I cinesi hanno poi chiesto a più riprese di collaborare con i carabinieri italiani per combattere il traffico illecito dei patrimoni culturali. “Sono ansiosi di arrivare a una firma entro il 2018. I nostri militari dell’Arma sono bravissimi a tracciare i traffici illeciti e nella formazione di tecnici del settore”.
Insieme sul cinema
Sul tavolo molti i progetti che riguardano anche cinema e audiovisivo. È stata presentata una partnership tra Anica, di cui lo stesso Rutelli è presidente, e il Politecnico di Milano per creare una piattaforma al servizio degli operatori italiani. Massima espansione nel mercato cinese, sfruttando la crescita delle sale, con l’avvio di nuovi progetti di coproduzione e occhio alle piattaforme web. Non meno importanti, le collaborazioni tra teatro, lirica e il programma di grandi mostre in Italia e in Cina.

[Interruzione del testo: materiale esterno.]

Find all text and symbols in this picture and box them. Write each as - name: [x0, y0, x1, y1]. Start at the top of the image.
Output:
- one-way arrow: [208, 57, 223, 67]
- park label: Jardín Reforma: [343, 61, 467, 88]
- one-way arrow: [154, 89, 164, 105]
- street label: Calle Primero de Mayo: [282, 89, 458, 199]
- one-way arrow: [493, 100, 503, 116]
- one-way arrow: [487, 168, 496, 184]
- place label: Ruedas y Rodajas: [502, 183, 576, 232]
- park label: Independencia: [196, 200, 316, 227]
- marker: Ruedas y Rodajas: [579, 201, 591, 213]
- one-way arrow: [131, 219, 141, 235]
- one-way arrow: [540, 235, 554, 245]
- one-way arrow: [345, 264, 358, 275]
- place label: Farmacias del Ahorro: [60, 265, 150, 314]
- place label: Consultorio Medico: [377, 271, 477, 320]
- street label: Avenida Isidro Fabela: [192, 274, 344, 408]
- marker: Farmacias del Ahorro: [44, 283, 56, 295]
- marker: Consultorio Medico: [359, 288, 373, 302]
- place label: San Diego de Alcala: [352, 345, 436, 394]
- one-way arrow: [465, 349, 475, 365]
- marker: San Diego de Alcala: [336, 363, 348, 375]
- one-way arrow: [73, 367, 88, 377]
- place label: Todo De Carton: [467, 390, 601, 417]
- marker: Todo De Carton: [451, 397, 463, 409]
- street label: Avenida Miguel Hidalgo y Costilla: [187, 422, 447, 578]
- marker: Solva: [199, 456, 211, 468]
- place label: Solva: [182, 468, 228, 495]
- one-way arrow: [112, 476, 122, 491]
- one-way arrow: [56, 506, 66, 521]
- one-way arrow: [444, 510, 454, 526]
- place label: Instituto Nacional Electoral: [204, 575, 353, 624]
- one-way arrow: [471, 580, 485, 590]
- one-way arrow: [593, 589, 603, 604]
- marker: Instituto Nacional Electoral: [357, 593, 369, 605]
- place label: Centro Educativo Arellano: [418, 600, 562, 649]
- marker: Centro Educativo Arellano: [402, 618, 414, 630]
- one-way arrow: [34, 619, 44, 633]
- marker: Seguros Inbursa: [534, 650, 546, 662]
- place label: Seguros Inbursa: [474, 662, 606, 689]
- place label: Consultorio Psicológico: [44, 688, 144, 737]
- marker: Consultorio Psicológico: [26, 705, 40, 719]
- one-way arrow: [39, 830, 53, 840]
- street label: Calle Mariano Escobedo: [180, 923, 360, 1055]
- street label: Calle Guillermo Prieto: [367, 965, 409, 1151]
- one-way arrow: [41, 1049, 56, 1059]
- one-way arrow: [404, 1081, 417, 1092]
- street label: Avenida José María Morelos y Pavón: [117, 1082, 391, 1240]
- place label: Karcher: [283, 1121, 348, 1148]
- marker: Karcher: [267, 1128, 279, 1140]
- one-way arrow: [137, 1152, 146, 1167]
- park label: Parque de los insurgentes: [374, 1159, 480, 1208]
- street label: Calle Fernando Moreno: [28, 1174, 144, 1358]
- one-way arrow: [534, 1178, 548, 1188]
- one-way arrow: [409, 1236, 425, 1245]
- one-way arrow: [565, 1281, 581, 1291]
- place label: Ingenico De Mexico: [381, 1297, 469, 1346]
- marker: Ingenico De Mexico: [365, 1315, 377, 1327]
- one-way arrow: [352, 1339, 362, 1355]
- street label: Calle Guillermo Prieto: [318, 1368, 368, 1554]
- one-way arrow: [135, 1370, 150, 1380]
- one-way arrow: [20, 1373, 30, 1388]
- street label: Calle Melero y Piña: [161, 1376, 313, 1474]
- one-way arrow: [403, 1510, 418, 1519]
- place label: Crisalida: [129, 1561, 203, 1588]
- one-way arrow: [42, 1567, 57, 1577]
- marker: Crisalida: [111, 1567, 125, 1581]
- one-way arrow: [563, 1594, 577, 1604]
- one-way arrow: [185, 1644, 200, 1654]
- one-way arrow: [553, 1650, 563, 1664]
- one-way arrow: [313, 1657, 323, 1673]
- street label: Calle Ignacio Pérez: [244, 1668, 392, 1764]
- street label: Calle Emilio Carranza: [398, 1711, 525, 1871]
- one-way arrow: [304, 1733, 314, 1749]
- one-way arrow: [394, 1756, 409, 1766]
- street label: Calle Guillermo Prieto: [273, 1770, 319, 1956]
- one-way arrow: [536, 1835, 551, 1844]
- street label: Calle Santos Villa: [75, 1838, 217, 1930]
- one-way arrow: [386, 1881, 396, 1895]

L’Italia in passato ha faticato a esprimere una strategia nei confronti della Cina, è mancato un coordinamento tra diplomazia e imprese, non c’è stata capacità di fare sistema, ma di recente i rapporti bilaterali sembrano entrati in una nuova fase. “Nel corso degli ultimi decenni, l’Italia ha avuto sulla scena internazionale meno protezione dei propri interessi e una ridotta visione strategica rispetto ad altri Paesi, come la Francia. La colpa del sostegno discontinuo in molte aree emergenti, il debole raccordo con visione geopolitica e attività di intelligence, va ricercata certamente nella breve durata dei governi: il furibondo e frenetico ricambio politico, il dover ricominciare sempre, non ha di certo aiutato. Per fortuna possiamo contare su tecnostrutture importanti e qualificate alla Farnesina e al MISE-ICE”. La strategia nei confronti della Cina è dunque cambiata.
“Gentiloni è stato un ministro degli Esteri attento, ha chiesto al suo capo di gabinetto, Ettore Sequi, di assumere l’incarico di ambasciatore italiano a Pechino, dove è molto apprezzato. Grande punto di riferimento anche il direttore generale per la promozione del Sistema Paese, Vincenzo De Luca. Finalmente gli strumenti di soft power non sono più considerati fuori dal realismo politico”, conclude Rutelli.